Autorretrato de Eduard Magnus
En fecha posterior que no he podido precisar, el escocés James Hunter (1855- ?) realizó otro grabado (teniendo como modelo el de Mandel y no el cuadro original) que fue publicado en una revista anglosajona, donde el nombre del autor de la obra inicial aparece traducido al inglés como Edward. Como quiera que ese es el nombre con que se identifica, erróneamente, al creador del cuadro en la revista de Martí, creo que resulta evidente que la ilustración publicada se trata de una reproducción del grabado de Hunter, no del de Mandel, y mucho menos del cuadro original, como se informa, erradamente, en La Edad de Oro. La misma publicación anglo hizo una edición limitada del grabado en un formato grande para ser enmarcado para su exhibición. ¿Sería mucha conjetura el suponer que Martí (o A. DaCosta Gomez, el editor de la revista y quien seleccionó su nombre) descolgase de una pared el grabado que se reprodujo en el frontispicio del primer número? No pude localizar la pintura original en los museos alemanes que contacté, por lo que es de suponer que haya terminado en una colección privada o, peor aún, que no haya sobrevivido a una de las dos guerras que asolaron Alemania en el siguiente siglo.
Otro “entuerto” que pude enmendar fue una importante errata en la edición príncipe que, inexplicablemente, se siguió repitiendo en todas las ediciones posteriores. Se trataba del nombre de un pueblo hindú que Martí no sólo menciona en “Un paseo por la tierra de los anamitas”, sino que da a conocer brevemente sus características. Busqué el nombre del pueblo en enciclopedias y otras fuentes (del siglo XIX, por supuesto), sin poderlo encontrar. Cambié, entonces, de estrategia: eché a un lado el nombre y me puse a investigar qué pueblos hindúes decimonónicos presentaban las peculiaridades descritas en la escueta información martiana. Luego de mucho hurgar en antiguas publicaciones inglesas pude dar con el verdadero nombre: Jahanabad (con a y no con e), en el distrito Gaya. El pueblo había sido un importante centro comercial hasta las postrimerías del siglo XVIII, específicamente en cuanto a tejidos se refiere. A fines del XIX ya carecía de dicha categoría; sin embargo, aún la mayoría de su población pertenecía a la casta Jolaha de artesanos textiles.
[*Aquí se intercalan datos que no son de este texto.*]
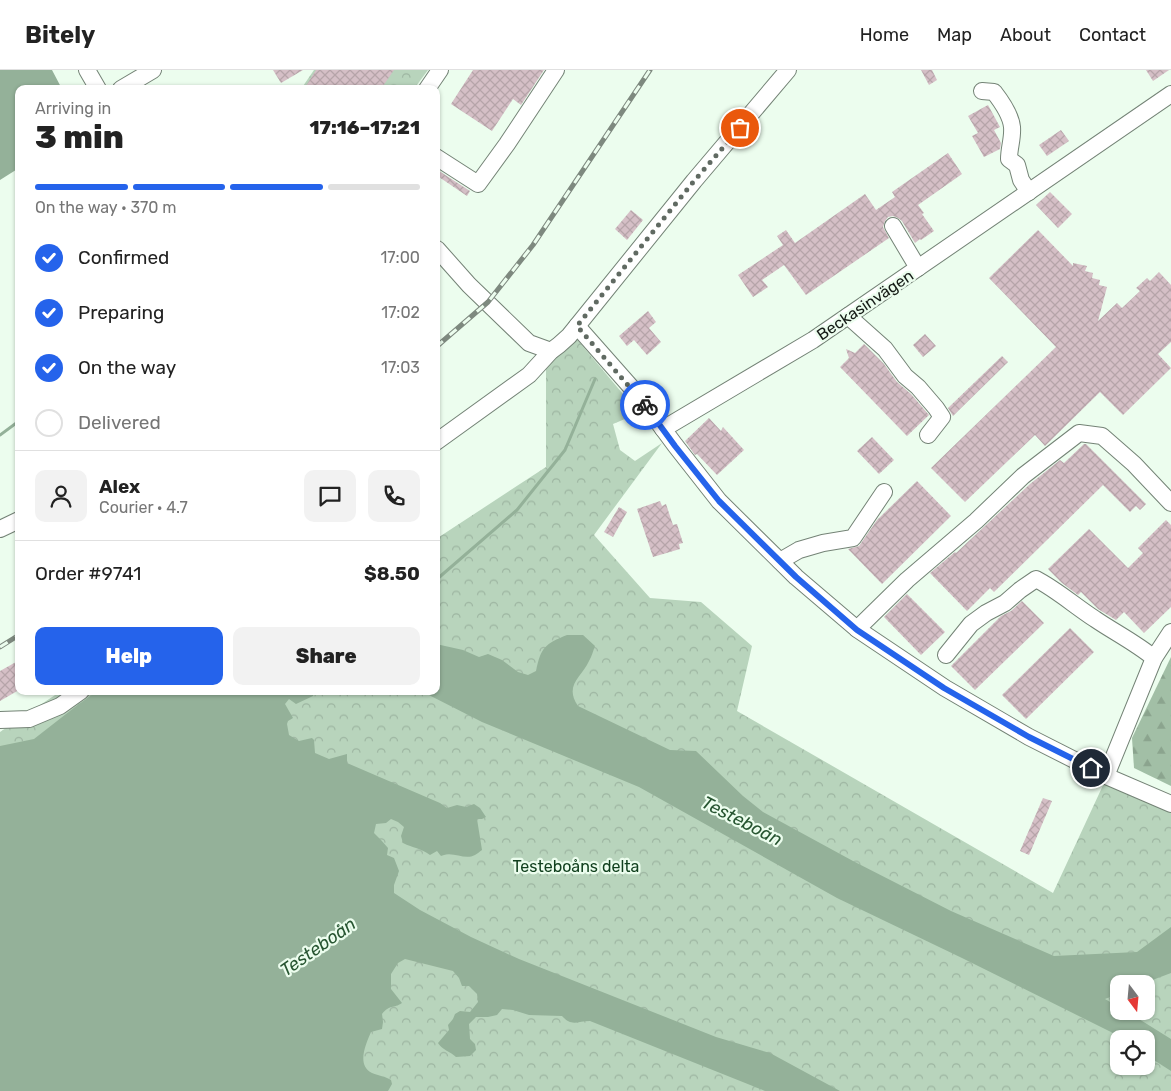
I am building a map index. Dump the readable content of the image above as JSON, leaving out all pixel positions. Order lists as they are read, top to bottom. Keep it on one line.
{"streets":{"street":["Beckasinvägen"]},"water":["Testeboån"],"parks":["Testeboåns delta"],"north":"bottom","page":{"header":"Bitely","nav":["Home","Map","About","Contact"],"heading":["3 min","Arriving in","17:16–17:21"],"panel":["Alex","Courier · 4.7","Order #9741","$8.50"],"bar":"On the way · 370 m","list":[["Confirmed","17:00"],["Preparing","17:02"],["On the way","17:03"],"Delivered"],"buttons":["Help","Share"]}}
Pero no todas mis investigaciones concluyeron exitosamente. En realidad, mi edición crítica de La Edad de Oro ‒aunque ya de alguna forma anunciada y propiciada por mi ensayo Mar de espuma‒, terminó con no pocas dudas e incertidumbres. Pero ello es algo que era de esperarse, pues no en balde Gabriela Mistral había calificado la obra martiana como una “mina sin acabamiento.” Concluí, pues, mi edición crítica de La Edad de Oro como anuncio de otra por venir, al dejar todo lo que queda en las honduras de la mina martiana a disposición de investigadores del futuro que retomen el intento comenzando en el punto hasta donde yo pude, exhausto de gozo, llegar. Y utilizo deliberadamente la palabra “gozo” porque gracias a la placentera y agónica confección de mi edición crítica de esta obra eterna, de alguna forma fui capaz de ser otra vez Meñique, Bebé y hasta el Padre Las Casas; visitar de nuevo un París de universo engalanado, repetir una cena inolvidable en buena compañía con un tenedor delante nuestro de plata pulido, y hasta regocijarme una vez más vagando entre ruinas indias paradójicamente vivientes; regresar, en fin, a la raíz, a mi raíz.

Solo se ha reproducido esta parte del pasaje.